# Hinze arvo session 6/1/07



## wongus (Feb 12, 2006)

A ute pulled up behind me at the traffic lights in Nerang with a Viking Tempo at the back.. the driver turned out to be Lindsay (Mojofunk). We pulled up at the ramp at Hinze around 4pm with Dodge waiting.

I paddled straight to the bay where we had the surface action on the last Hinze night trip. Once again, action started near sundown with a few missed strikes on poppers before Lindsay landed a small toga. Nice work!!

I landed 2 bass in quick succession around the 35cm length on a popper. Dodge decided to call it quits at 7.30pm. Lindsay and I continued fishing / drifting our way back to the ramp (it was quite pleasant as we were drifting back with the wind and didn't have to paddle much).

Plenty of fish to keep us entertained and I think Lindsay and I managed to land about 6 bass each.

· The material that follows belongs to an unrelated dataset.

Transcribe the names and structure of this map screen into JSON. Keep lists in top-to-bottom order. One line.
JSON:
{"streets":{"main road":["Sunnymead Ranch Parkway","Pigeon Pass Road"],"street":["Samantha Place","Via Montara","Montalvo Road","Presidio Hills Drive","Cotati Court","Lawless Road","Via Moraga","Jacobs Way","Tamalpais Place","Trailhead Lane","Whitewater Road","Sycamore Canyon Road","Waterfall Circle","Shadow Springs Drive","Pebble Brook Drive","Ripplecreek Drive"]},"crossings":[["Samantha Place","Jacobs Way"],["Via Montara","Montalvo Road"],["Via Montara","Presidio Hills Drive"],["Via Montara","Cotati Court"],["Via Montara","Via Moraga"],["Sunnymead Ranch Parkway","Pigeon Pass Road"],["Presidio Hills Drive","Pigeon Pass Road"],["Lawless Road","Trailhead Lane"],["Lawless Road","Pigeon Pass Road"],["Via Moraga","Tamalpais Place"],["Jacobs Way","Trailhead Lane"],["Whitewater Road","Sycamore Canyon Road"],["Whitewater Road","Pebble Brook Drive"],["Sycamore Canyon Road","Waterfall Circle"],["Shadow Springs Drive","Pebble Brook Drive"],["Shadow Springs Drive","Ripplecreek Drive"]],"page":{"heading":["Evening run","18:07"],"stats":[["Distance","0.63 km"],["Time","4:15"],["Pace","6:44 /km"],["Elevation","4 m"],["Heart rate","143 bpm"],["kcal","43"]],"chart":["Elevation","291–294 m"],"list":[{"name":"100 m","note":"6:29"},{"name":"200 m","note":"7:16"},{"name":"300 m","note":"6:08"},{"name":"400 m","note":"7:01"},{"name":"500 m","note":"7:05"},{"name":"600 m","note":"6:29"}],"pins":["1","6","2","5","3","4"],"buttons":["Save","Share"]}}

All in all a nice session on the water.


----------



## YakAtak (Mar 13, 2006)

Nice work guys


----------



## RedPhoenix (Jun 13, 2006)

Unfortunately, due to the change in ownership of this web site and the lack of response by the owners to my requests to remove my email address from all administrative-level notifications and functionality, I have decided to remove my posts on AKFF. Thank you for the great times, the fantastic learning experiences and the many many fish. If you are desperate for the old content of this particular post, it is available below base64 encoded and bzip2 compressed.

Red.

----

QlpoOTFBWSZTWc2ZU0EAAAzXgAASQAMAgBgAL+eeoCAAajHlPKD1P1NR6J6Qw1T9TU09AagGT1CyQ7mTiu6B7XlUL9zVhRaQfHttAkkvg1WrbTDL8RyKSgjvas4guiobxds2WeVgON+pBthcoxqjxgXckU4UJDNmVNBA


----------



## mojofunk (Nov 1, 2006)

Thanks danny and richo for the great fish.

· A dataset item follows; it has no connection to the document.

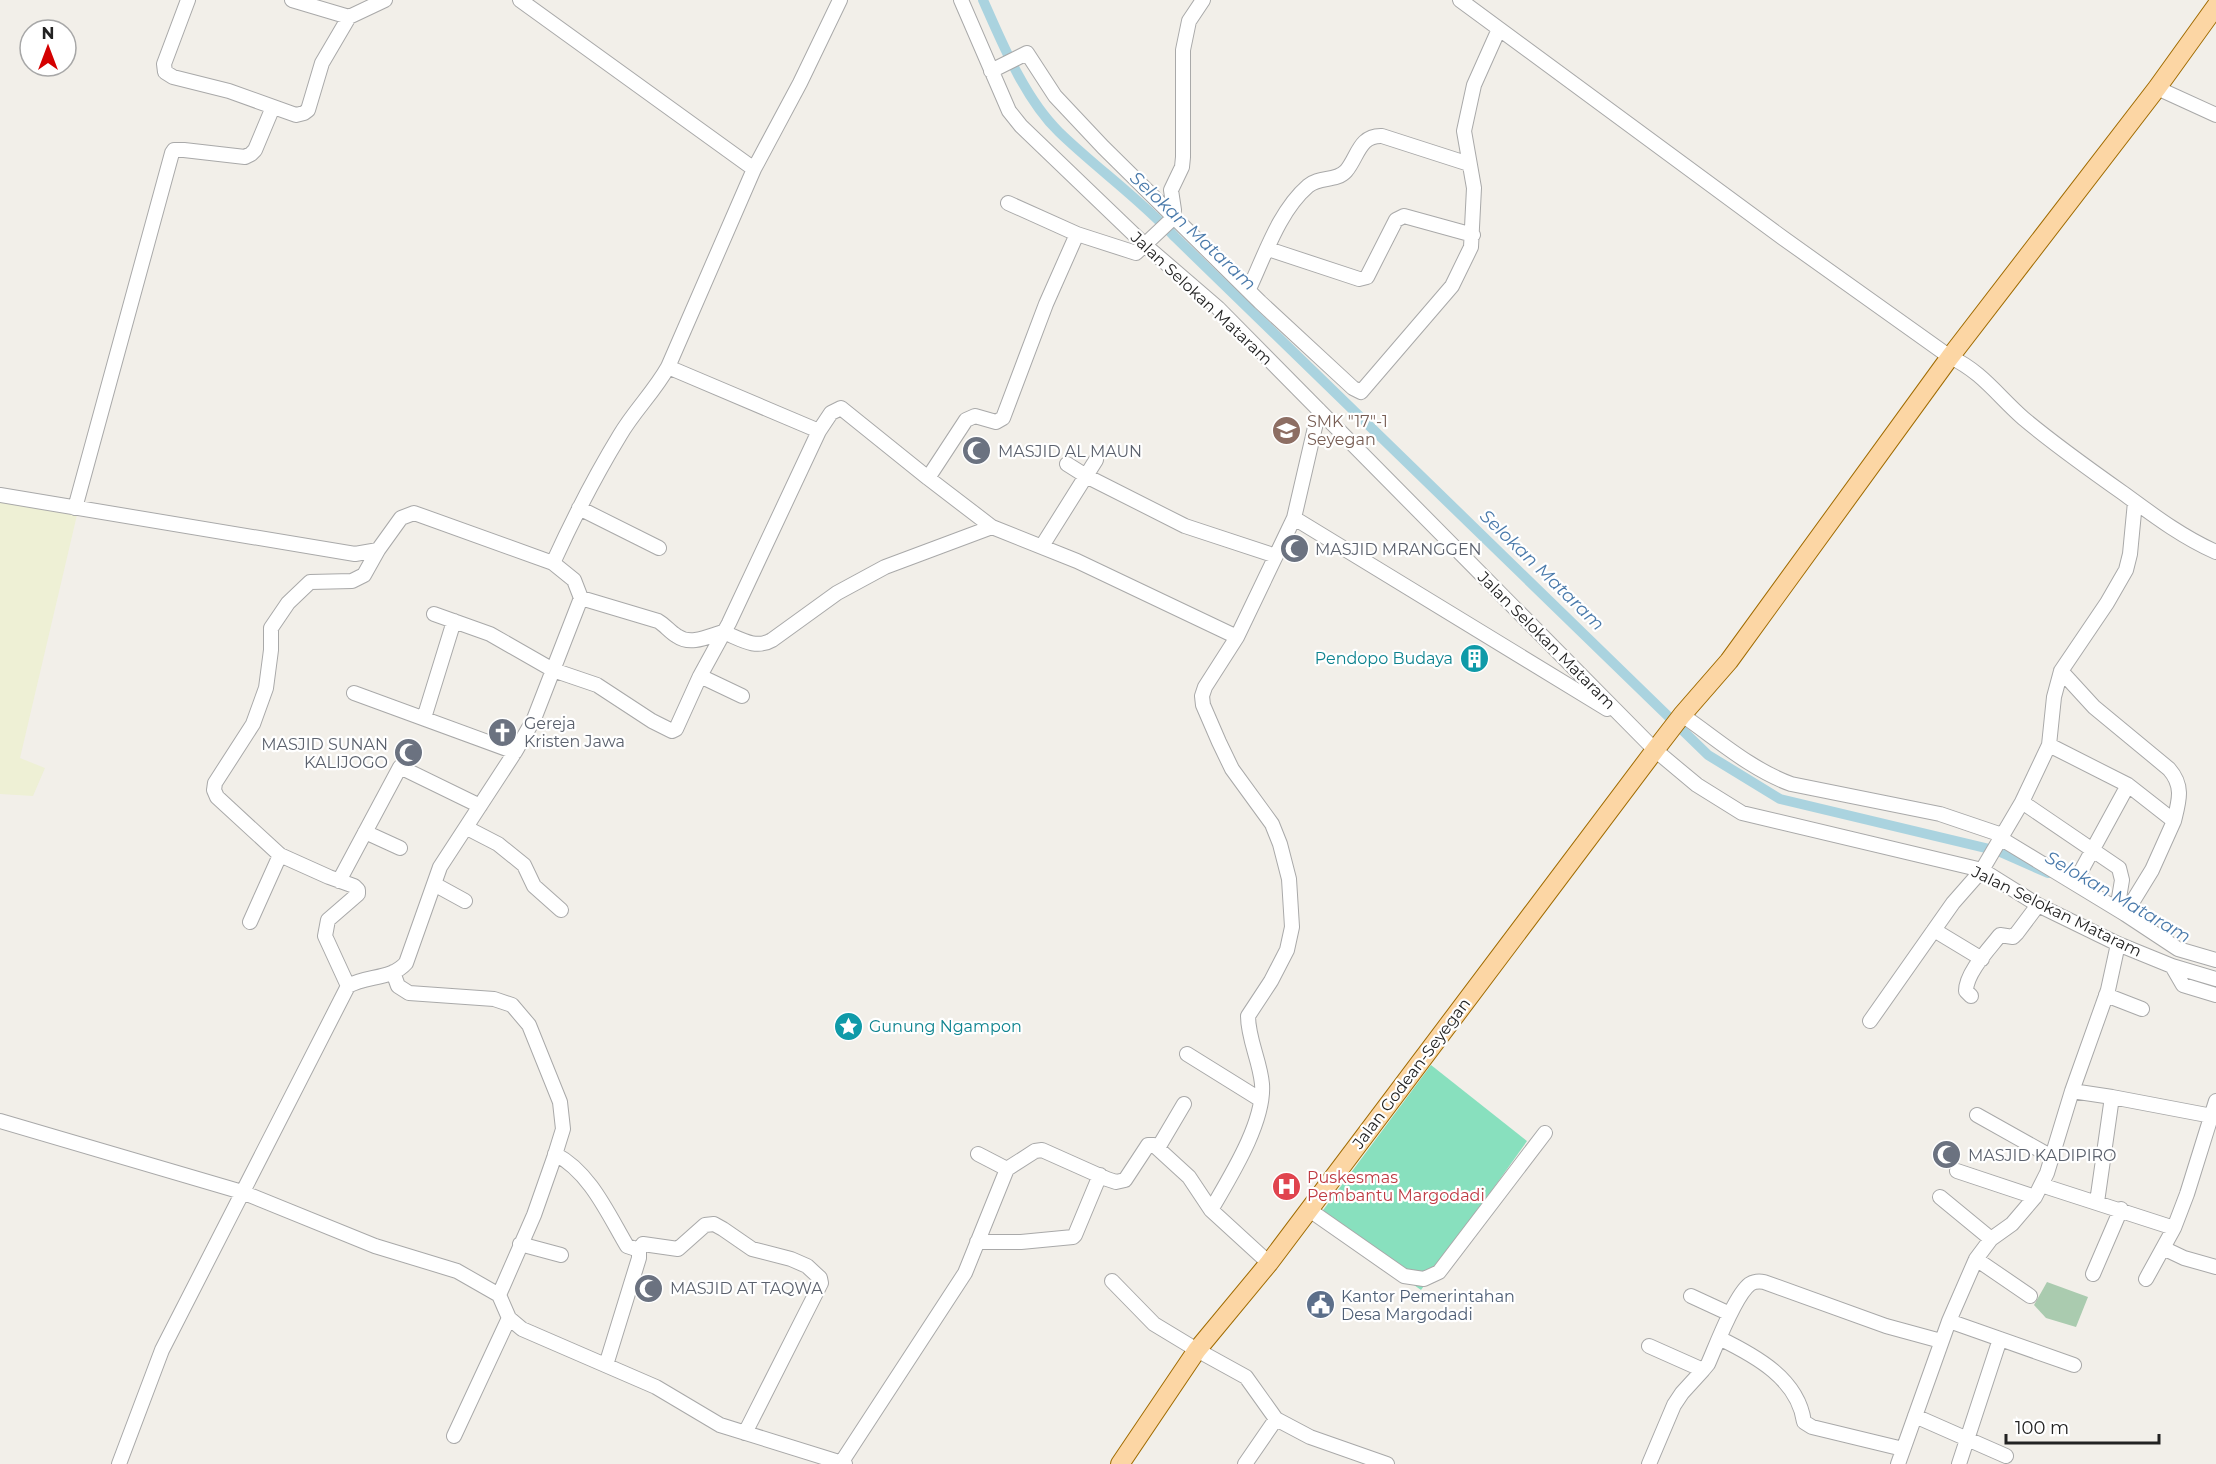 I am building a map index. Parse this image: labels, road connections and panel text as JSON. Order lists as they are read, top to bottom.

Some more pictures are below.

Here's my account of the arvo/nights action. When we got on the water I tried trolling a crank bait for a while with no success. I abandended trolling and chose to cast and retrieve as I drifted. I havent used crank baits before but worked them similar to soft plasics hoping to pick something up. (no luck)

the sun was getting low and danny had allready changed to a river to sea bubble pop and reported a missed strike so I tied on a slightly larger one I had in the tackle box.

I got the toga by casting right up against the bank deep in a small bay. I got a missed strike on the first cast in the area then on the 2nd cast I picked it up on the 2nd strike. It jumped around everywhere.

As the sun got lower I changed to a black Jackall poper :twisted: I bought for the trip. Its simmilar to the bubble pop but has a deeper cup in the face. I am very impressed by this lure as it has a great big sound and also caught the remainder of the fish for the night.

I have to thank danny for his great help through the night as I left my pliers in the car and he came to my aid on many occasions.

I tell u what. Next time I'm going barbless. I got those trebles stuck in my net about a thousand times.

anyway I had a great time catching these lively bass.

Cheers guys


----------



## mojofunk (Nov 1, 2006)

heres a photo (hopefully)


----------



## Peril (Sep 5, 2005)

Well done guys. Great way to spend an evening.

When are you going to put Dodge onto one?


----------



## mojofunk (Nov 1, 2006)

some more photos of the dam


----------



## Dodge (Oct 12, 2005)

Far fewer people than expected for holiday season at the dam and good to catch up with Danny again and meet Lin for the first time.

Dan lead off and headed towards Dahlsberg Den with Lin following, while I trolled a Gvibe into Jason Joint with a tail wind requiring paddle steering only, then across into Sheltered Bay as dusk approached and changed and trolled a Sprog towards the main arm into a NE breeze and round to Dahlsberg to catch up with the others.

Trolled a surface chugger in to hear of Lin's toga, and Danny a near miss in the now rapidly fading light, changed to R2S popper without success.

Now full dark and came round a bend into the red light area, thought it was 'Hookers Afloat' but proved to be Danny with his new red LED headlamp, and by now he had C&R a couple of bass and Lin was across having similar action but a burning bum was suggesting I had enough so left and said hooray to the blokes and paddled back to leave the ramp by about 8.30pm in a slight mist of drizzle.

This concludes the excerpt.